Per i lavoratori non è sempre facile andare in ferie con serenità. La psicologa Stefania Mastrillo spiega perché è fondamentale ricaricarsi emotivamente
Un countdown che conosciamo da quando siamo bambini. È quello che ci separa dalle tante agognate vacanze estive. Spesso però andare in ferie può creare ansia, fra compiti da portare a termine prima di partire, difficoltà a rilassarsi una volta partiti e la mole di lavoro al rientro. Ne abbiamo parlato con Stefania Mastrillo, psicologa del Laboratorio di psicopatologia del lavoro dell’Organizzazione sociopsichiatrica cantonale, la quale ricorda quanto sia fondamentale ritagliarsi periodi per ricaricare la propria energia emotiva e dà qualche consiglio per rendere il rientro dalle ferie meno traumatico.
Le persone sono stressate prima di andare in vacanza?
Stressate magari non sempre, a volte ansiose. Molti riferiscono che è un momento delicato perché bisogna chiudere tante pendenze e organizzare il passaggio di consegne durante l’assenza. C’è anche chi ha paura di andare in ferie, perché il mondo del lavoro è diventato molto competitivo e chi parte teme di perdere il controllo sul proprio lavoro, pensando di venir escluso da iniziative importanti o di non aver accesso a informazioni necessarie per l’attività durante l’assenza. Tali persone vanno in ferie con lo stress e l’ansia di perdersi qualcosa durante questo periodo che dovrebbe essere di rilassamento e di distacco dal lavoro. Al Laboratorio, incontriamo spesso persone stressate all’idea di dover prendere vacanza a causa dell’importante mole di lavoro da gestire. Nei casi di burnout succede spesso che le persone non prendano le ferie che gli spettano, aumentando la loro vulnerabilità allo sviluppo di patologie. Quando i collaboratori raggiungono un livello massimo di stress-tensione, e superano la soglia di tolleranza, entrano in una condizione di disadattamento che può avere conseguenze negative sull’individuo. Dal nostro osservatorio vediamo che effettivamente c’è tanta gente che ha un saldo vacanze annuale elevato. Questo è preoccupante. Sarebbe auspicabile prendere almeno annualmente le quattro settimane canoniche.
Quanto è importante prendersi questi momenti di vacanza e più o meno ogni quanto sarebbe auspicabile?
È fondamentale. Ogni individuo dovrebbe conoscersi, sapersi analizzare e capire quando è il momento in cui non riesce più a gestire lo stress quotidiano. Lo si comprende da vari fattori, come il calo della prestazione. In quel momento è importantissimo prendersi un giorno extra per staccare.
Sono sufficienti questi momenti? A volte si sente dire "un giorno non mi basta" o "con una settimana non riesco a staccare".

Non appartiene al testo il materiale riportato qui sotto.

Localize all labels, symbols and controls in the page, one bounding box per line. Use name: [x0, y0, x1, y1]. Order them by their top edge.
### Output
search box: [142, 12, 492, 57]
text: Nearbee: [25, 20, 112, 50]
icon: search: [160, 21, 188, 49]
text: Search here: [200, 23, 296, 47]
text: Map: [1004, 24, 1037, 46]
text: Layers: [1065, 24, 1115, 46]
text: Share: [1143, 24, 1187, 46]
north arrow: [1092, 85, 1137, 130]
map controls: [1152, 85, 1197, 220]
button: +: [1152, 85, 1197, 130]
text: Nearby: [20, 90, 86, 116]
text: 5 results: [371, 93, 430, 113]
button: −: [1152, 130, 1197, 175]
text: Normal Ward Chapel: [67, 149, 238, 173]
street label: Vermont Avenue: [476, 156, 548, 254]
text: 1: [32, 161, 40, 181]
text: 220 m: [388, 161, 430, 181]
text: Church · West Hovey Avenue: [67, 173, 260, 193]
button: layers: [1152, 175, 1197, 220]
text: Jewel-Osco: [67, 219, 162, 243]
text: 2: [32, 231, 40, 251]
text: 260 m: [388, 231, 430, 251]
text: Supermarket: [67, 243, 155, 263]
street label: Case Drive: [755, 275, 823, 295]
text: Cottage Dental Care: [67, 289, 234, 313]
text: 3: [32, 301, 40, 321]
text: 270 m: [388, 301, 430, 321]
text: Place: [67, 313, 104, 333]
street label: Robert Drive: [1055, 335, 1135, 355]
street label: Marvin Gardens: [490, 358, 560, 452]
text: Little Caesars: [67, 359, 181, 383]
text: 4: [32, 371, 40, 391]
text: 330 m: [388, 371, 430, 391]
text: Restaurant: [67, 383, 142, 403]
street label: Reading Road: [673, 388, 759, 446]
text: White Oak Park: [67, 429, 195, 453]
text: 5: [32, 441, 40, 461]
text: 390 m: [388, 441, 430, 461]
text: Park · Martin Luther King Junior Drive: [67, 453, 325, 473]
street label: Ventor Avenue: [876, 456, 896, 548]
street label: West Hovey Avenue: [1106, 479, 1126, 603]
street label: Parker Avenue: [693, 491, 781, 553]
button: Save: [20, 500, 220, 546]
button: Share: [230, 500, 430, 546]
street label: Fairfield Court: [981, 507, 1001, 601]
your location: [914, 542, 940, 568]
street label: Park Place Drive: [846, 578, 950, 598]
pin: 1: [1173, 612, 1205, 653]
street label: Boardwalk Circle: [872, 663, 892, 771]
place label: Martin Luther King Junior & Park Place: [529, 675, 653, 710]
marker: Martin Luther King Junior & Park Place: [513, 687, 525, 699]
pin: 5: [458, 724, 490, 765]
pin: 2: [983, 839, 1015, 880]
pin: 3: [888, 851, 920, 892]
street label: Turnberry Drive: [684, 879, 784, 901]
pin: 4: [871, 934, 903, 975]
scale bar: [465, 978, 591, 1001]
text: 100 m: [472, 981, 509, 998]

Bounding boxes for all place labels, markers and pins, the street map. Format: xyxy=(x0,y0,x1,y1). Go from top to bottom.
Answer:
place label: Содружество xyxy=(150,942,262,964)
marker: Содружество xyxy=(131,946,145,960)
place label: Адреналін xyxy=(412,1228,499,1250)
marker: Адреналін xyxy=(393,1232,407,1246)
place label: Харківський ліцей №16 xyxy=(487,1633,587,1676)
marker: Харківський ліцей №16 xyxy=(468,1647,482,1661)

Dipende dalla situazione della persona. Se la persona si trova in uno stato per cui l’adattamento al vissuto quotidiano richiede uno sforzo intenso, un giorno spesso non basta. Per questo è importante anche analizzarsi quotidianamente e dire "adesso sono al punto in cui posso ancora gestire le cose ma magari è bene rallentare un attimo". Se si arriva costantemente esausti alla fine della giornata, e il weekend non basta più, probabilmente neanche una settimana ci aiuterà a ricaricare.
La letteratura non ci può dire quanti giorni di recupero esatti ci vogliono per ogni situazione, ogni individuo in base alla propria condizione dovrà capire il tempo libero che necessita per ristabilirsi.
Ricordiamoci che il momento in cui non abbiamo più le energie per affrontare la routine quotidiana, le nostre prestazioni possono calare e diventiamo irritabili, nervosi e spesso questo ci porta ad avere problemi d’insonnia.
Pensa che i datori di lavoro abbiano una sensibilità al riguardo?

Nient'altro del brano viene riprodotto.